**INPUT MATERIAL**
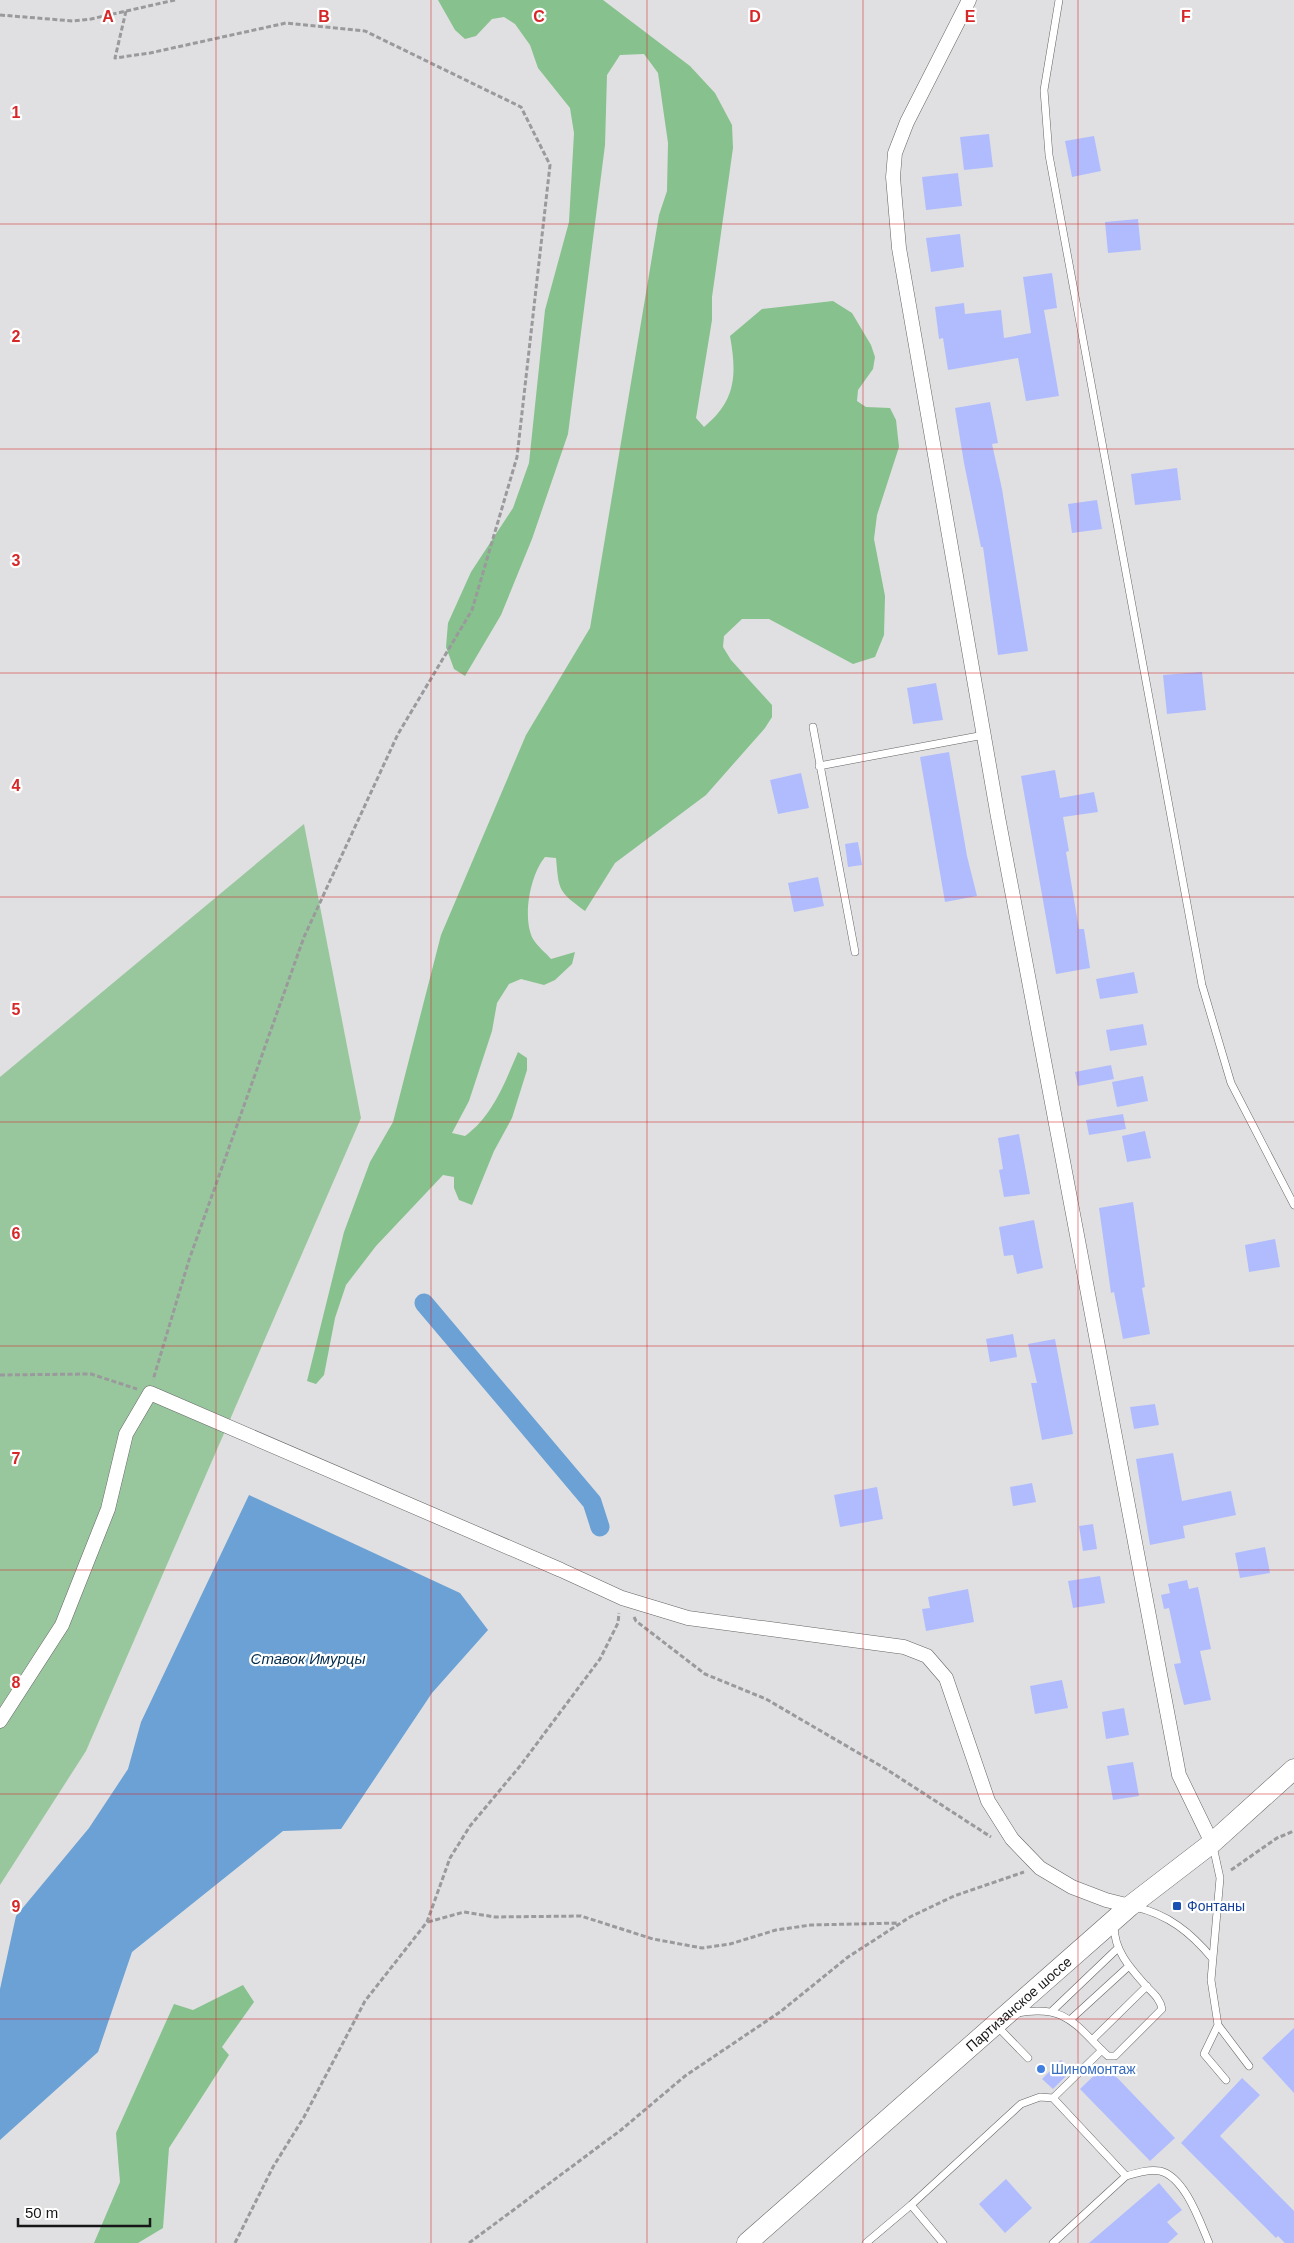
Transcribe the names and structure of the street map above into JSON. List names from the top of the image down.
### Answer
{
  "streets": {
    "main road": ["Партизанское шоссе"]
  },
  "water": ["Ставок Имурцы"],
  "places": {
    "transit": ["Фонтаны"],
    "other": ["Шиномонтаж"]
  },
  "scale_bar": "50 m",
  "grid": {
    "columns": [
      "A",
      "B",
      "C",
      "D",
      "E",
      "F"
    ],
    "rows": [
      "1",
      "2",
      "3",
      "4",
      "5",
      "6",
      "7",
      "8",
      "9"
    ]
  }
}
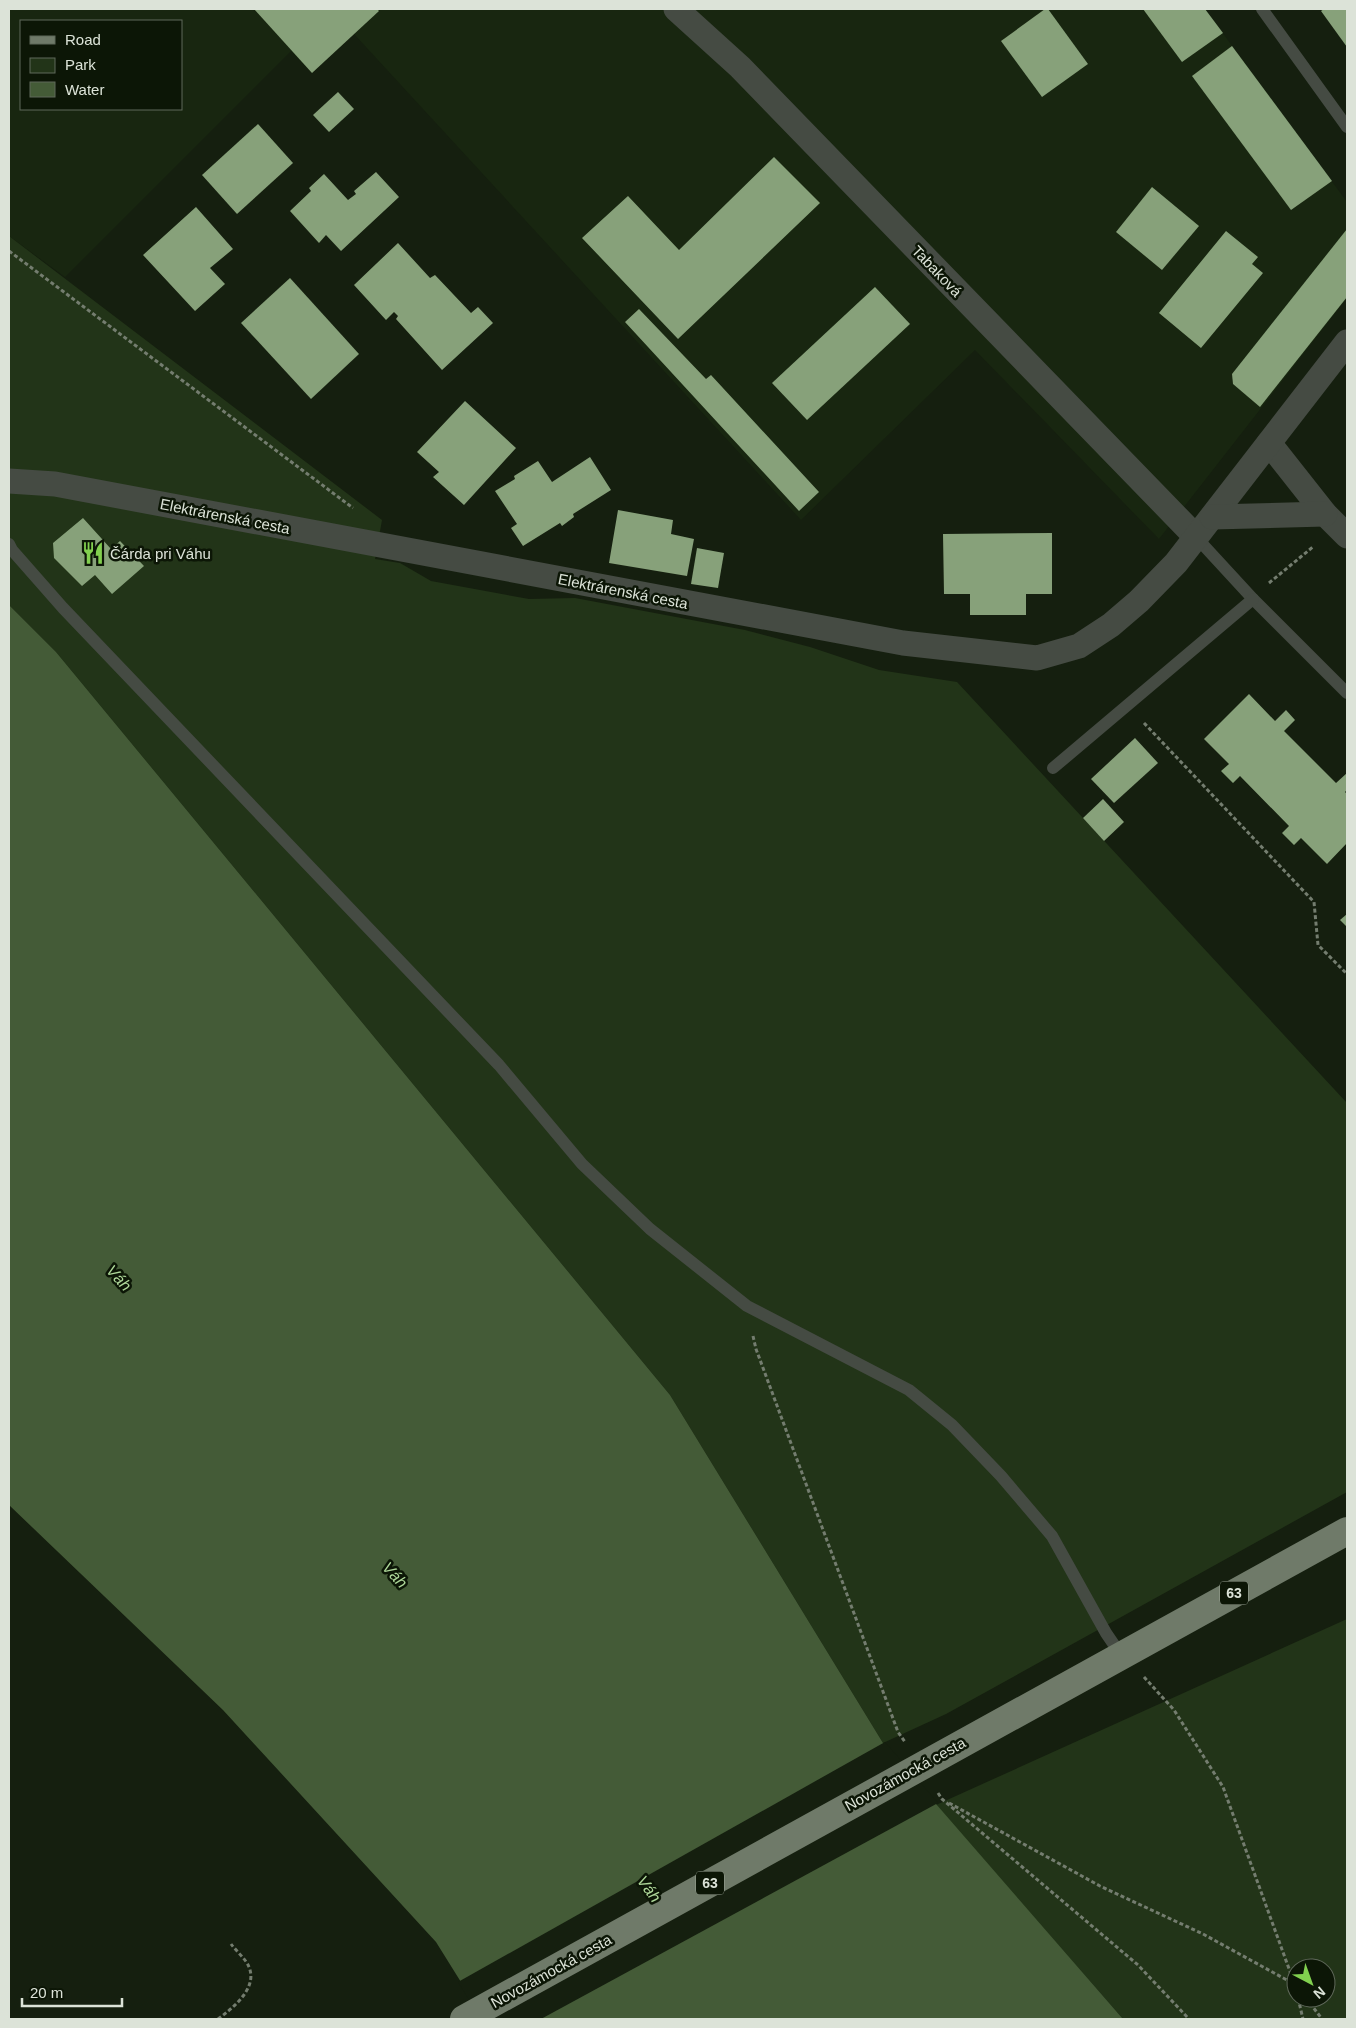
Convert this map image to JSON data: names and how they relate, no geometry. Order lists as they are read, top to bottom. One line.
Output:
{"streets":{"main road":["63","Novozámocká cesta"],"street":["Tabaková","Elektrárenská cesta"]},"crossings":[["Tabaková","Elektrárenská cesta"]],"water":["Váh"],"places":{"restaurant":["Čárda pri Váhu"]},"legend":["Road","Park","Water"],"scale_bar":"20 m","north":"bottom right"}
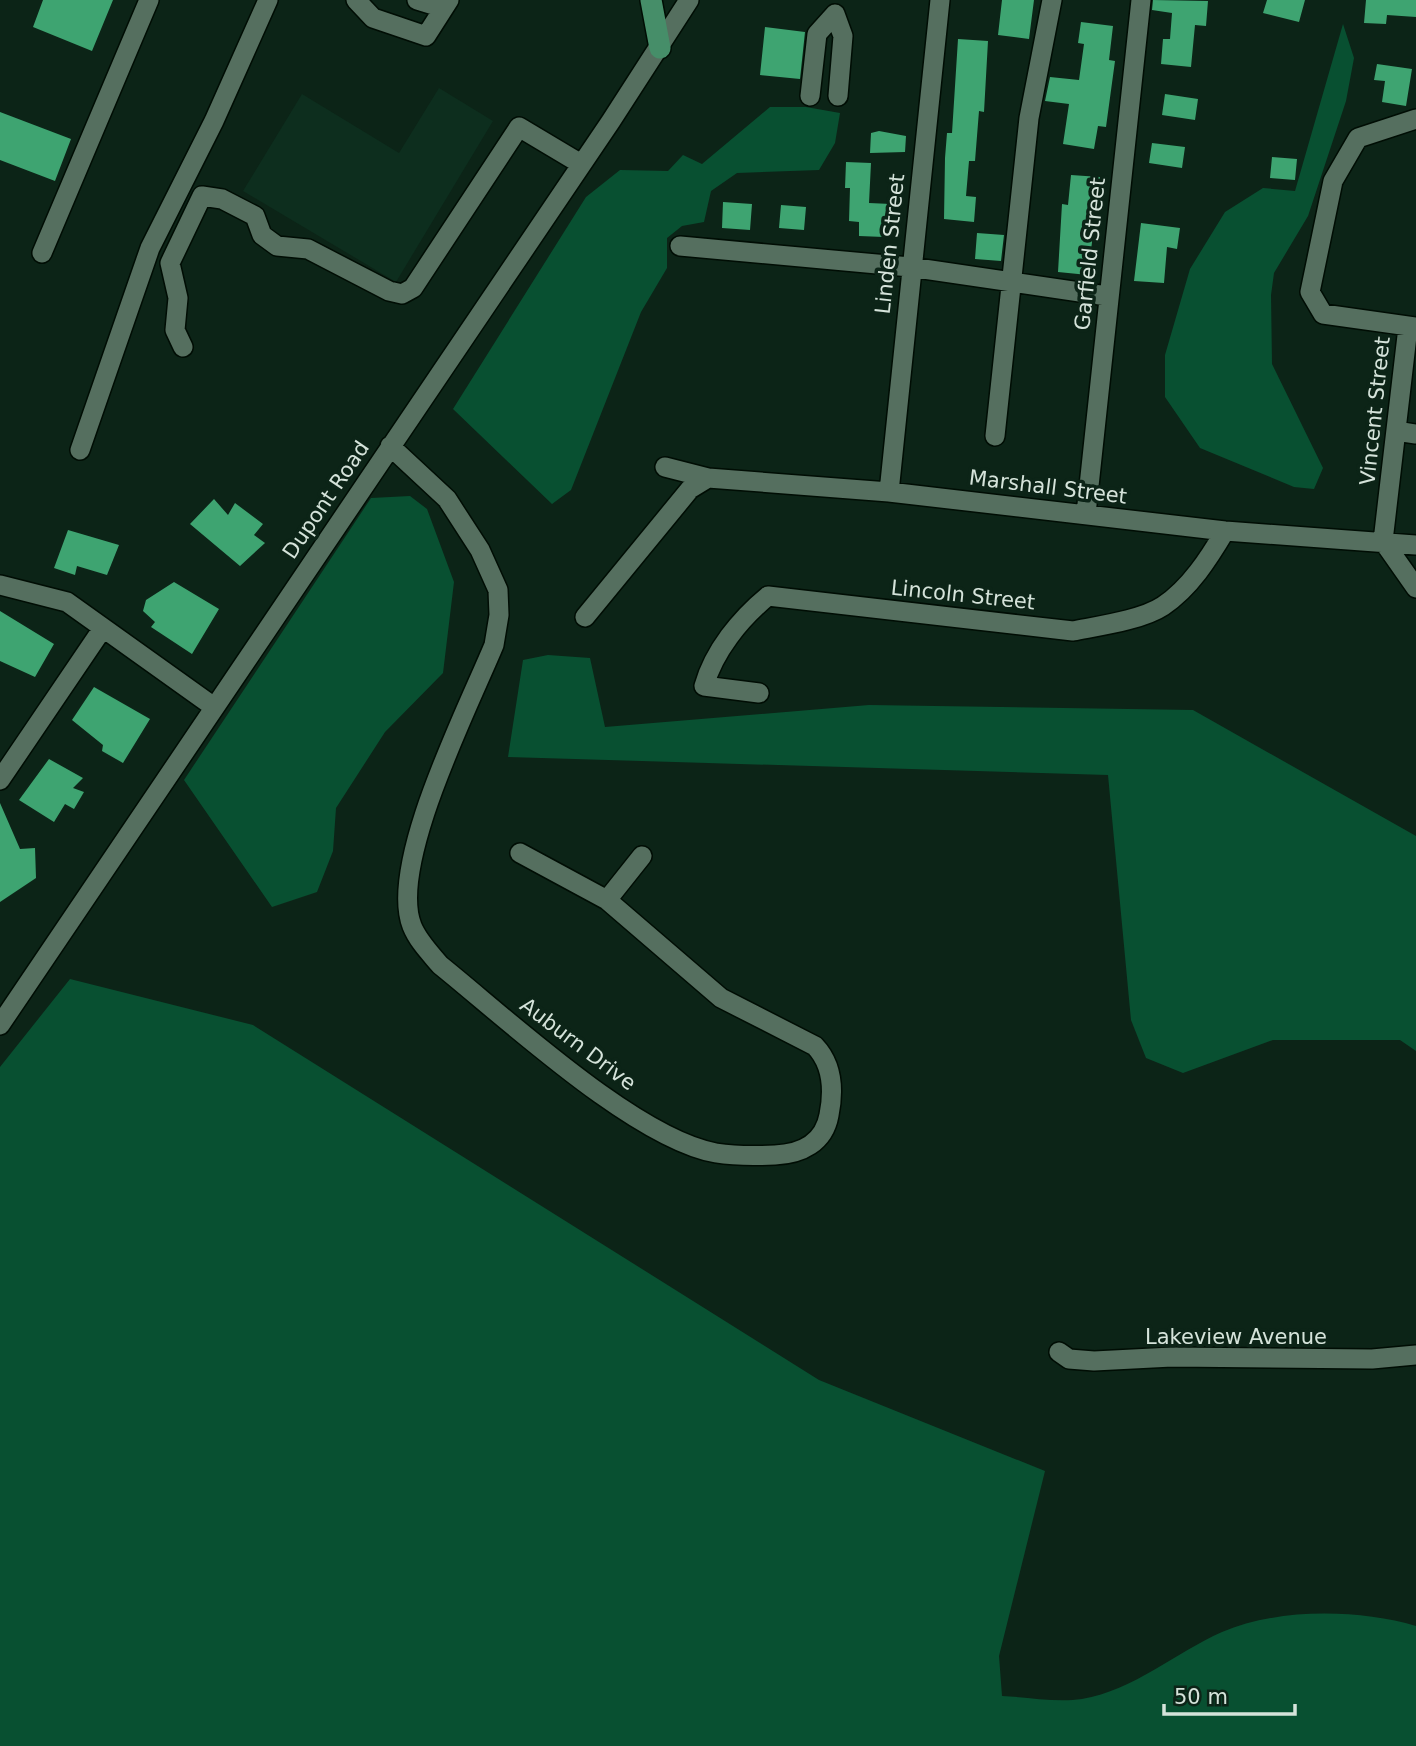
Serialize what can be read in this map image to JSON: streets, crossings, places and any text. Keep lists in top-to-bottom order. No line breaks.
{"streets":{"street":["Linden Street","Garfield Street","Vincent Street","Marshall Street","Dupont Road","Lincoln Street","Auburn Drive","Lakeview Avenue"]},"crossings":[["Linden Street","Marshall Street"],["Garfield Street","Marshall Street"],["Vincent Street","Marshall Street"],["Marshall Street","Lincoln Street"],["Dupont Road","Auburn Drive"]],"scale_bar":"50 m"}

**PROMPT**
Please tally every line of the material above that has the string "names", and write only the total.

**PROBLEM SOLUTION**
2